After that, it’s closing paperwork. No reason for him to stay, but he does, poking around her desk, restless.
“Lucifer,” she snaps, then sighs. “I’ve got this part. How about—“ she breaks off, looks up at him, lips pursed. “Would you like to meet me for dinner? Give me another two hours here, and then get some food?”
A request, something he can do. “Of course, Detective.”
He arranges the reservation, goes home, changes into something he wasn’t wearing while irritating her. He spins through conversational topics in his head—things that will amuse her, things that do not touch upon them and the unfathomable softness of her skin under his lips. He arrives at the restaurant early, orders wine and an appetizer he knows she’ll enjoy so that everything is waiting when she arrives.
She’s gone home and changed. A sweater made from angel down, a skirt made of the night sky. It’s so short his brain turns off and she greets him twice before her words register. “I am unworthy of the sight of your legs,” he tells her in Yucatec. It makes her laugh—she can laugh at him all she wants.
She talks about work—other cases, not this latest one. Asks about LUX. Talks about the urchin. Asks about the food, things on the menu she’s not familiar with. He chose a French restaurant, fancier than she would ever choose for herself because before he ruined things she admitted she likes to be fussed over occasionally, as long as she still gets her regular dosage of processed cheese at home. She asks him to read the items in French, and he does, still running on auto-pilot because her bare legs are inches from him, hidden by the table cloth.
“Say something else in French,” she demands.
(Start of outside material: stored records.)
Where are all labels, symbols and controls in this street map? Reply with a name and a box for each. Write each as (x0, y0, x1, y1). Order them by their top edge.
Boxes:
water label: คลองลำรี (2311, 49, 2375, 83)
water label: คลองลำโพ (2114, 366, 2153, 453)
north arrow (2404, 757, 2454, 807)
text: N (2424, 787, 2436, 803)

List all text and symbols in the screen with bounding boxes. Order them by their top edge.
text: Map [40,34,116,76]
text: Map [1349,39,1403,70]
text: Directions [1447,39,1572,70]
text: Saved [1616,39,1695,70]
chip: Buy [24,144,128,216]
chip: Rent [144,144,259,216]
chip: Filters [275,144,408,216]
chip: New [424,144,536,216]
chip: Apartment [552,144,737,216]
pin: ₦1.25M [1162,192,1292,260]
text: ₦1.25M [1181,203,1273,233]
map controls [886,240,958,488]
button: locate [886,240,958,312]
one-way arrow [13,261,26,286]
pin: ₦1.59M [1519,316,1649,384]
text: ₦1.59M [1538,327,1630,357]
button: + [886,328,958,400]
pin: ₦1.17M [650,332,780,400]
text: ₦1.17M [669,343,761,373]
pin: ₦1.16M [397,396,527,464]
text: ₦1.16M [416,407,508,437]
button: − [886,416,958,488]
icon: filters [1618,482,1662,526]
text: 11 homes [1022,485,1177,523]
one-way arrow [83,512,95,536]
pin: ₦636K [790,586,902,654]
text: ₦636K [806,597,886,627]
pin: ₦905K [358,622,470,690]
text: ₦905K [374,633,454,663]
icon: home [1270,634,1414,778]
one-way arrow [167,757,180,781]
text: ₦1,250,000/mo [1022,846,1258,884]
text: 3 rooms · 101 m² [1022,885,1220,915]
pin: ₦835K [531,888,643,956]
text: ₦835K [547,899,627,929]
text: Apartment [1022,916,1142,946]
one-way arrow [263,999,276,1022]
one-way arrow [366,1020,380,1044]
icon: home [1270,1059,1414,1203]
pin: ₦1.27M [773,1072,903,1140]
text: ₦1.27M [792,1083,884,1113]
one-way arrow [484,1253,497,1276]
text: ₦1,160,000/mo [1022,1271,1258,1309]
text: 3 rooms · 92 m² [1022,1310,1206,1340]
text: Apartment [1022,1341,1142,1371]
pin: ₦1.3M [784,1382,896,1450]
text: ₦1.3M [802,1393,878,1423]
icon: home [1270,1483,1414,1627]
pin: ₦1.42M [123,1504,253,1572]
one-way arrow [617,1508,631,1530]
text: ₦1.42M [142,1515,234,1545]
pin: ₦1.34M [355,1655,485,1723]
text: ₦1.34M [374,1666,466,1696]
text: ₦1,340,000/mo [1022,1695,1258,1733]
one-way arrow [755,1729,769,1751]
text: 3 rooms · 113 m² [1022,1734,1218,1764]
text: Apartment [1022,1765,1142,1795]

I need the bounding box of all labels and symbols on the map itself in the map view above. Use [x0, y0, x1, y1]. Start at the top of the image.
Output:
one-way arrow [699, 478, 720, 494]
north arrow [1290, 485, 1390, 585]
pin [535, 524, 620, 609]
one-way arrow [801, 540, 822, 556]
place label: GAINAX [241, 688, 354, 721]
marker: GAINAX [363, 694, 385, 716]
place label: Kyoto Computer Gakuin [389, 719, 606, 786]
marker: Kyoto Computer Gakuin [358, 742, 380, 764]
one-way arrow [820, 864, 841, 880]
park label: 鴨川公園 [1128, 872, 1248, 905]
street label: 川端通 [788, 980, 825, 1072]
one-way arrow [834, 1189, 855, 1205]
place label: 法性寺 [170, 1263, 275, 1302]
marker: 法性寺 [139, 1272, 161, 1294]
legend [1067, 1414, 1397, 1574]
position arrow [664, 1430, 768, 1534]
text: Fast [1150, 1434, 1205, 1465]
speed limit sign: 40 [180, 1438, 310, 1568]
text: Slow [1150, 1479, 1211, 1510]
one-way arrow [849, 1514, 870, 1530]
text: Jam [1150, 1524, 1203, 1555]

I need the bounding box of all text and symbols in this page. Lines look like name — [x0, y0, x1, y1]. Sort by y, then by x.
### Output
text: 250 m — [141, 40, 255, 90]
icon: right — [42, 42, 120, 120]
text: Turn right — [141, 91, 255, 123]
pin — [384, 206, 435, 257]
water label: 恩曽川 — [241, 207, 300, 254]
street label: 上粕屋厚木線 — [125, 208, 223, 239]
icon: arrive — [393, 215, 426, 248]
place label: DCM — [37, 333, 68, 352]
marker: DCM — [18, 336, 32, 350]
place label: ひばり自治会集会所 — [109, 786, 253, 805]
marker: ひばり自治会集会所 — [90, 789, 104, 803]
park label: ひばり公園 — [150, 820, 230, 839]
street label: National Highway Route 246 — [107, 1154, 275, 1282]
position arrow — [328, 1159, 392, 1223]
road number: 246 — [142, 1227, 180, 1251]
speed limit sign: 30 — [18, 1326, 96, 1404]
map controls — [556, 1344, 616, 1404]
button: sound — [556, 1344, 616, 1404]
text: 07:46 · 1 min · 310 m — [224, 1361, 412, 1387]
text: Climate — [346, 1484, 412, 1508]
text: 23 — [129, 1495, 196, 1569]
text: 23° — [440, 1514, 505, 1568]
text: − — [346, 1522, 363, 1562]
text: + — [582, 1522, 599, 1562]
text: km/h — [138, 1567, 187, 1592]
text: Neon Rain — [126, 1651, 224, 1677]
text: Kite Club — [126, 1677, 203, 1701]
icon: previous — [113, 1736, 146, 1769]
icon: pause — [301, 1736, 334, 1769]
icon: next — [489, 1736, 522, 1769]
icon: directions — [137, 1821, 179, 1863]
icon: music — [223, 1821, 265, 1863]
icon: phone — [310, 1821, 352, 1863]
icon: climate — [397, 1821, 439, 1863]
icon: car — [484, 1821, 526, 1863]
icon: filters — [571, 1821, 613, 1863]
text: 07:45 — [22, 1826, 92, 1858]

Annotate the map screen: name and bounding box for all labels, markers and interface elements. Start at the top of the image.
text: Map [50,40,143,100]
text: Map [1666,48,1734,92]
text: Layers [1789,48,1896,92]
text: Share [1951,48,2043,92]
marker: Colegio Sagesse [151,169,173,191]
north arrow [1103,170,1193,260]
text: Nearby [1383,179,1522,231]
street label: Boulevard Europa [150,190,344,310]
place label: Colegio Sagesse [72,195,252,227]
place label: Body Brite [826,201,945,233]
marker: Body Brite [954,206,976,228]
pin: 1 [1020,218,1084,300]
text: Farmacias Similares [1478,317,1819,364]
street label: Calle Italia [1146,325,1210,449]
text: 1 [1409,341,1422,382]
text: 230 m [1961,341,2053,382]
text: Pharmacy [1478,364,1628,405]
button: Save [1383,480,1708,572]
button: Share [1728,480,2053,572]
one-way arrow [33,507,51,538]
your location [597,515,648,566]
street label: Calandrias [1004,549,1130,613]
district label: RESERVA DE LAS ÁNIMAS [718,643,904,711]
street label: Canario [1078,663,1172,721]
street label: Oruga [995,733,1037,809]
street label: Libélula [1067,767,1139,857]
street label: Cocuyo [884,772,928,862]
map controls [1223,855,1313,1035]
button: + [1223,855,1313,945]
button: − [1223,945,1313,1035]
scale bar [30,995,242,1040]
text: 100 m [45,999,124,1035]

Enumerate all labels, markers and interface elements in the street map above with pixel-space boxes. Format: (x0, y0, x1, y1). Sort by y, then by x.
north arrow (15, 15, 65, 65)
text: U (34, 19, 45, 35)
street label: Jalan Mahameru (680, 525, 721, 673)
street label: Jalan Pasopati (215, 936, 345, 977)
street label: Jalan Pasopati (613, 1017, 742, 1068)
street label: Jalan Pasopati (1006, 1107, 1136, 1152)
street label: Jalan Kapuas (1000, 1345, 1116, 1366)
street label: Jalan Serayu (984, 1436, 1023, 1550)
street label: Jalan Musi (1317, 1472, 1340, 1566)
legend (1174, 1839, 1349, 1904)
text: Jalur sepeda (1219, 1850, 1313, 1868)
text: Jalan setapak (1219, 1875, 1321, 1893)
He obliges. “I apologize for my behavior yesterday.”
Her eyes narrow. “One day, I’m going to find a language you don’t know. What about Russian?”
“I only ever want to make you happy.”
“Japanese?”
“Being allowed to spend time with you is the greatest pleasure I have ever known.”
“Yoruba,” she says, like she’s being crafty.
“I promise, I won’t make you uncomfortable again.”
“Chittagonian?”
“I would do anything to know you better.”
“English?”
“I would adore you if you’d allow it.”
Her face does a thing—victory and pleasure and all the world’s sweetness. His brain turns on, catches up, too late, and he’s falling, falling—
“I think I’d like that.” She takes his hand, lifts it to her lips.
“Clever Detective,” he croons, finding himself miraculously on solid ground again, his heart still in panic but his feet steady beneath him.
“No PDA at work.”
“Yes, Detective.” Anything she wants. Her fingers stroke his wrist, and beneath the table, her bare knee—naked, naked and exposed for him, she dressed up for him—bumps against his own.
“But outside of work? Maybe you could teach me some of those things you’ve been saying the past few months.” She’s got the tip of her tongue caught between her teeth, her eyes daring.
“Everything,” he says, in all the languages he knows, and when he leans across the table, she meets his kiss with one of her own.